People with refractory epilepsy are more prone to a syndrome known as Sudden Unexpected Death In Epilepsy (SUDEP), which is believed to be caused by seizures that affect the body’s respiratory, cardiac and electrocerebral functions.
Research published in 2018 in Frontiers in Neurology found that SUDEP was more likely to occur during the night or the early hours of the morning.
Similarly, high blood pressure that is not controlled can increase the risk of strokes, which can be fatal and occur during sleep.
Other conditions that are more likely to worsen at night include heart failure and sleep apnea, which causes the breathing to start and stop during sleep.
People with obstructive sleep apnea, one form of condition, are more than 2.5 times as likely to experience sudden cardiac death between midnight and 6 am, according to a study by the Cleveland Clinic 2017.

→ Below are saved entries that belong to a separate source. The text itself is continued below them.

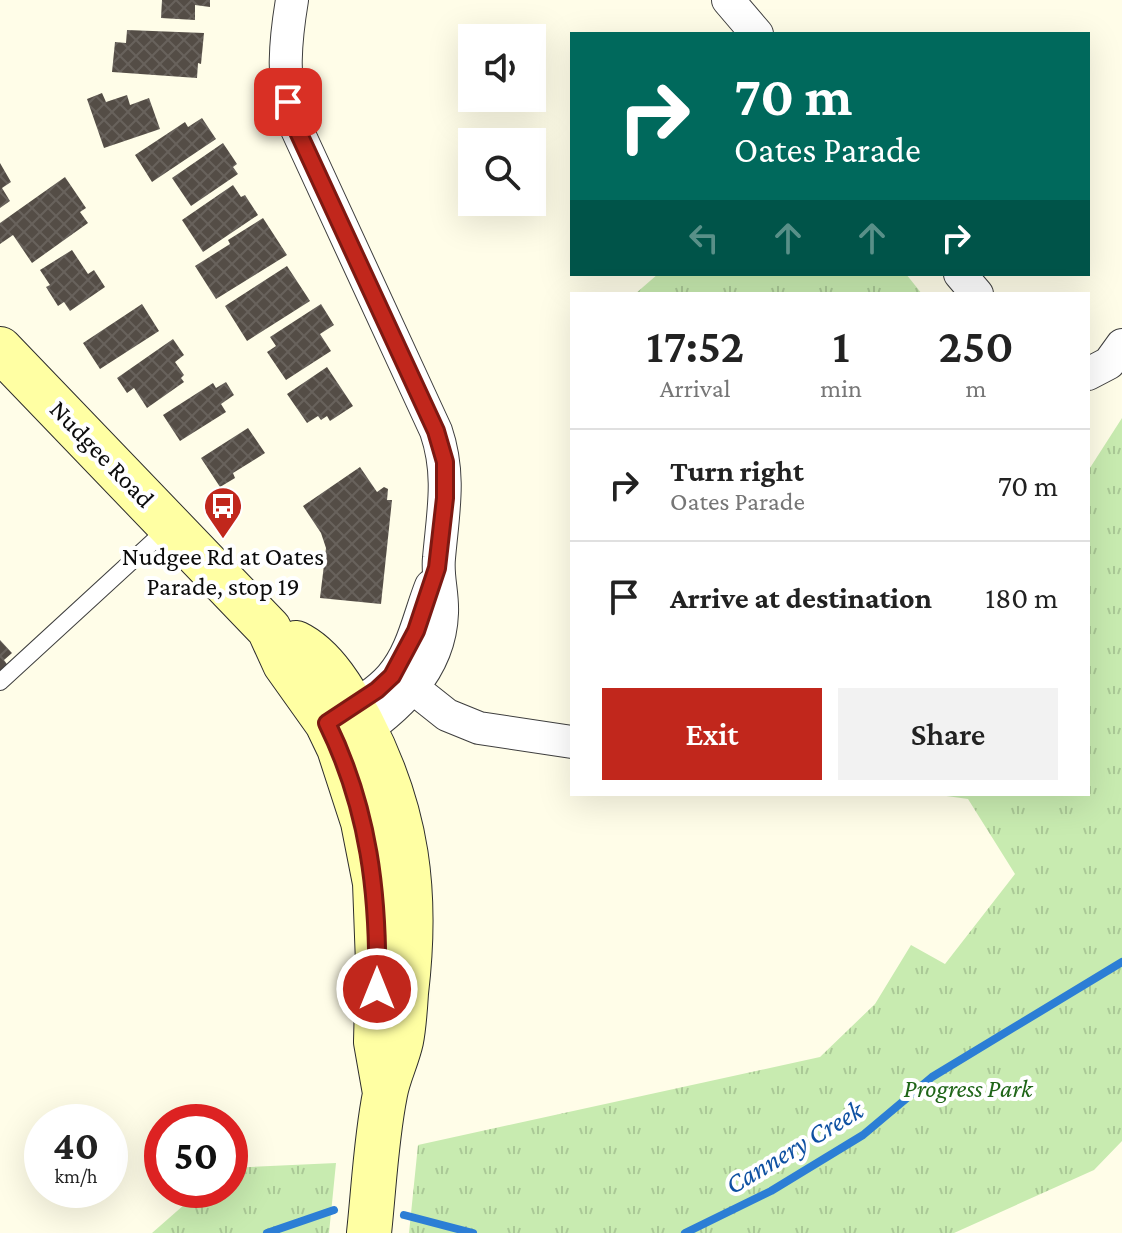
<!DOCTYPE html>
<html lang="en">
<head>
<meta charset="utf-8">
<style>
  body { margin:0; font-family:"Crimson Pro",serif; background:#f2f2f2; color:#222; height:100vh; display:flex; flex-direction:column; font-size:30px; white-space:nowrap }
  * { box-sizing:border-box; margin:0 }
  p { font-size:26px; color:#767676 }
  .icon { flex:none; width:44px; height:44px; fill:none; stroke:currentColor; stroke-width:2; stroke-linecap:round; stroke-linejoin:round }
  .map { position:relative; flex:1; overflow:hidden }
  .details { position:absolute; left:570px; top:292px; width:520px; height:504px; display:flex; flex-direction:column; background:#fff; border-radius:0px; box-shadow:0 8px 32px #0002 }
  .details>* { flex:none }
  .hud { position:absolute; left:570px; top:32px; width:520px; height:244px; border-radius:0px; box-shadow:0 8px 32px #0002; background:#00695c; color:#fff; overflow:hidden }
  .tools { position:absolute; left:458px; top:24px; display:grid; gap:16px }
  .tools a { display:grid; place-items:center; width:88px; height:88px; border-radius:0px; background:#fff; box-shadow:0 8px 32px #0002; font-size:40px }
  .speed { position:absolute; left:24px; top:1104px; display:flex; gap:16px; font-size:40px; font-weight:700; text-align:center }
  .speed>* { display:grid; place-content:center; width:104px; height:104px; border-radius:50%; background:#fff; box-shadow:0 8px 32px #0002; line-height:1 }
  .speed small { font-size:20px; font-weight:400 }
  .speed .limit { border:12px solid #d22; background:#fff; color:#111 }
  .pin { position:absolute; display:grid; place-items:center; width:68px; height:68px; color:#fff; margin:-34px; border-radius:16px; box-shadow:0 4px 12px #0006 }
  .me { position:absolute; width:88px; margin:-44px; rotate:0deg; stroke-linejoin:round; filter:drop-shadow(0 0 6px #0008) }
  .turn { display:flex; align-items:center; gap:28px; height:168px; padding:0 32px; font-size:36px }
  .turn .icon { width:104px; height:104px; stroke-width:2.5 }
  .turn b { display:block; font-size:56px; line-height:68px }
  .lanes { display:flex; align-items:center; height:76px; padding:0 32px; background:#0003; justify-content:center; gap:40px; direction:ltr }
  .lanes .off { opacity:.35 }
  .eta { display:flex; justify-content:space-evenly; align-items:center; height:136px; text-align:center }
  .eta b { font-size:48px; font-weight:600; line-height:56px }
  .action { display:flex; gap:16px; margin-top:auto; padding:16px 32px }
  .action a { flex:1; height:92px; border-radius:0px; background:#c1271c; color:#fff; font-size:32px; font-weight:600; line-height:92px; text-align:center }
  .action a+a { background:#f2f2f2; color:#222 }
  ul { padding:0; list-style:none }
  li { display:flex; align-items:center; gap:24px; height:112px; padding:0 32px; border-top:2px solid #e0e0e0 }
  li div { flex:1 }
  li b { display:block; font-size:30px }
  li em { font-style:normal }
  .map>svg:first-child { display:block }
  .grass { fill:url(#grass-tufts) }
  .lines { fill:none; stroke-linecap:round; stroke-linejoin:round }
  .stream { stroke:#2c7ed5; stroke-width:8 }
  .building { fill:url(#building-cross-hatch) }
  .service-casing { stroke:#3e3e3e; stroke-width:18 }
  .minor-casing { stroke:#3e3e3e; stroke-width:34 }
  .secondary-casing { stroke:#2d2d2d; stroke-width:46 }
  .service { stroke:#fff; stroke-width:16 }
  .minor { stroke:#fff; stroke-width:32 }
  .secondary { stroke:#ffffa3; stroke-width:44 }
  .route-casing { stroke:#7d1912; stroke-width:20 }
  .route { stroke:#c1271c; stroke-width:14 }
  .labels { text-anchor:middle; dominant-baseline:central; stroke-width:8; stroke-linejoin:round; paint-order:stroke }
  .street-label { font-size:26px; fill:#0b0b0b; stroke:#fff }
  .poi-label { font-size:26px; fill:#0b0b0b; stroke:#fff }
  .park-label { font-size:26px; font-style:italic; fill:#1f6518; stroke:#fff }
  .water-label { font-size:28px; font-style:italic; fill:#0e51a2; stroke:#fff }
</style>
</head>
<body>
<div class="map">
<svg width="1122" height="1233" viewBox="0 0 1122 1233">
  <defs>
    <pattern id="grass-tufts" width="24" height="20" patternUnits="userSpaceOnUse" patternTransform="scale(2)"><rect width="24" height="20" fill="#c8ebb0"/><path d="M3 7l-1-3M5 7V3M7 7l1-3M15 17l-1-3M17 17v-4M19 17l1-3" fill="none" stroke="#aac896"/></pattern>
    <pattern id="building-cross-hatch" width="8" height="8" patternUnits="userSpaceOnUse" patternTransform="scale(2)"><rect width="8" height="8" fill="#544d46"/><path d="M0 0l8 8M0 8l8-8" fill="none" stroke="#68625c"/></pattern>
  </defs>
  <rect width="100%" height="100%" fill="#fffde8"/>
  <!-- grass -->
  <path class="grass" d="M658 274H906L922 294H635Z
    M1122 418V1141L1094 1170 954 1233H409L418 1145 820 1057 875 1004 911 945 945 964 1015 874 968 799 932 794H1088V471Z
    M336 1163 329 1233H152L201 1190H230V1168Z"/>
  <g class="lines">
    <!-- stream -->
    <path class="stream" d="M404 1215 473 1233
      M267 1233 334 1210
      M685 1233 771 1191 863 1135 932 1077 1122 962"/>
  </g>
  <!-- building -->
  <path class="building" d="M162 0H210V7L195 5V20L161 18Z
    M127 30 204 33 201 64 198 63 197 78 112 72 115 42 126 43Z
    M102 93 106 102 127 95 130 105 149 98 160 129 104 148 87 99Z
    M202 118 216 139 152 182 135 155 185 122 188 127Z
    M223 143 237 164 233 167 238 174 191 206 172 178Z
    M0 163 11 182 2 188 10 201 0 208Z
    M65 177 86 208 80 212 88 223 32 263 13 235 0 244V223Z
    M233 185 241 197 245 195 258 215 203 252 182 220Z
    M263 218 287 255 216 299 195 266 230 244 228 240Z
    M72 250 88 274 94 270 105 287 70 311 64 302 58 306 46 287 50 285 40 270Z
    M287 266 310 301 247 341 225 306Z
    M142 304 159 331 100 369 83 343Z
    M321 304 334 325 320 334 331 351 286 380 267 352 276 346 270 337Z
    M173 339 184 355 175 362 184 375 181 378 184 382 147 408 134 388 127 393 117 378Z
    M327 367 353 406 330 421 327 416 321 420 318 416 307 423 287 394Z
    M226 382 234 395 221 404 226 412 180 441 163 415 213 383 216 388Z
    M248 428 265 453 233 473 235 478 220 487 201 458Z
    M360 467 377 492 384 487 388 489 387 500H392L381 604 320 598 326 548 321 533 303 506Z
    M0 640 12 653 4 660 9 667 0 675Z"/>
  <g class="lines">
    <defs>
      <path id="service" d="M0 682 170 526"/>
      <path id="minor" d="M292 0C285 42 282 79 293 121L436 431C451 475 443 512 439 558 437 576 443 594 442 613 440 672 395 711 350 741
        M728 0 757 34
        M960 274 977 294
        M1088 374 1109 363 1122 345
        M413 688 447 715 479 728 572 742
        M335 718C354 706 376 694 391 677 413 652 419 616 431 586"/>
      <path id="secondary" d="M0 349 269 629 285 664 327 723 339 748 363 822 375 883 378 963 376 1042 385 1093
        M296 643C325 657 346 694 361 722 408 812 418 893 406 993 405 1009 404 1026 401 1041 397 1059 388 1076 385 1094 376 1139 374 1187 369 1233"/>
    </defs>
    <!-- service casing -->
    <use href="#service" class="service-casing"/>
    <!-- minor casing -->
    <use href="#minor" class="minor-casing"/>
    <!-- secondary casing -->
    <use href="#secondary" class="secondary-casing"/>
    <!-- service -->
    <use href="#service" class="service"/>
    <!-- minor -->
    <use href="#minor" class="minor"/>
    <!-- secondary -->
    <use href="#secondary" class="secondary"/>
  </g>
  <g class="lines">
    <defs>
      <path id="route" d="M288 102 293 121 436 431 445 462V498L437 568 416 631 392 676 377 690 327 723C369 809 379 895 377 989"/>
    </defs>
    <!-- route casing -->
    <use href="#route" class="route-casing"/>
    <!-- route -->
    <use href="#route" class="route"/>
  </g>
  <!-- icons -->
  <defs>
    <symbol id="bus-pin" viewBox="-11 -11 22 30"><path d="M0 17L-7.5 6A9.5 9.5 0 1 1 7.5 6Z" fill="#c1271c" stroke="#fff"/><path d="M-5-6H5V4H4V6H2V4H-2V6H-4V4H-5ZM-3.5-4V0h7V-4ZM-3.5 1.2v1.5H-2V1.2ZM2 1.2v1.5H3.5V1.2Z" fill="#fff"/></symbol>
  </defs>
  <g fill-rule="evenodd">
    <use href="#bus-pin" x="201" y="484" width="44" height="60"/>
  </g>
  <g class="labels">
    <!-- street labels -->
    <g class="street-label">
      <text transform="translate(102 454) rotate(46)">Nudgee Road</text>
    </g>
    <!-- poi labels -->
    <g class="poi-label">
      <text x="223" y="556">Nudgee Rd at Oates<tspan x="223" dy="30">Parade, stop 19</tspan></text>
    </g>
    <!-- park labels -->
    <g class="park-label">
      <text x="968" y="1088">Progress Park</text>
    </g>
    <!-- water labels -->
    <g class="water-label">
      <text transform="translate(794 1147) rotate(-31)">Cannery Creek</text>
    </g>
  </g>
</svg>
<div class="tools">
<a><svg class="icon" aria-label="sound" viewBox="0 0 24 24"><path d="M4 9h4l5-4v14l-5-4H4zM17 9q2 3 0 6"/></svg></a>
<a><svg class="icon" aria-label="search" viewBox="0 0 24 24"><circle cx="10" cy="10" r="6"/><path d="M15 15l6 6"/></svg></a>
</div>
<div class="speed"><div>40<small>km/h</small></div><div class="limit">50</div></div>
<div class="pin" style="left:288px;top:102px;background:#d93025"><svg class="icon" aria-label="arrive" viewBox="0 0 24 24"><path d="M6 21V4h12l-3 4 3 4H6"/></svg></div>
<svg class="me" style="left:377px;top:989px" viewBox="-20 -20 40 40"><circle r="17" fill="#c1271c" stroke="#fff" stroke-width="3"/><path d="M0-11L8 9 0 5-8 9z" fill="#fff"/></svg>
<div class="hud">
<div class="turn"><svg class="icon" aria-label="right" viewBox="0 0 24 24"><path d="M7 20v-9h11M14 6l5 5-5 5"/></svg><div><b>70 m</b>Oates Parade</div></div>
<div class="lanes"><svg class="icon off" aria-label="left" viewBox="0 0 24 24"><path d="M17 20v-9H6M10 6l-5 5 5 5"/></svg><svg class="icon off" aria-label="ahead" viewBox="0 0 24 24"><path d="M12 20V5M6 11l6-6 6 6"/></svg><svg class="icon off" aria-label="ahead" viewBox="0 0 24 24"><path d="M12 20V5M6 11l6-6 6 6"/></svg><svg class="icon" aria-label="right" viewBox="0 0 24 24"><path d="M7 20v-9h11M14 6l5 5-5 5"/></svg></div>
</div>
<section class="details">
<div class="eta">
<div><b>17:52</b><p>Arrival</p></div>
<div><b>1</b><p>min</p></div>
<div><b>250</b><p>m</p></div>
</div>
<ul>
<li><svg class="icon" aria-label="right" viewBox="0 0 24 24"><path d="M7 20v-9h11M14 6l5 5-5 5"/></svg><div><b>Turn right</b><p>Oates Parade</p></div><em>70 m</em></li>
<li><svg class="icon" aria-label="arrive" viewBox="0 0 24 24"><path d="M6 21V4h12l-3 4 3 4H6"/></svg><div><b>Arrive at destination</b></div><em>180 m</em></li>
</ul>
<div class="action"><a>Exit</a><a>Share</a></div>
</section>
</div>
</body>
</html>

The study also found that people over 60 were at the highest risk of sudden cardiac death.
Although mild forms of condition do not always need to be treated, more severe cases can be treated with a device known as a CPAP machine, which pumps air into a mask the sleeper wears over the mouth or nose at night.
Other heart disorders such as arrhythmias, or abnormal heart rhythms, can also be dangerous if not managed, Sovani says. People with these conditions are often fitted with pacemakers or implantable defibrillators; the former uses pulses to prompt the heart to beat at a normal rate, while the latter monitors heart rhythms and delivers a shock if it detects dangerous ones.
Chronic conditions such as hypertension, diabetes and obesity can contribute to overall poor health and raise the likelihood of complications. Managing these conditions and maintaining a healthy lifestyle can help reduce the risks.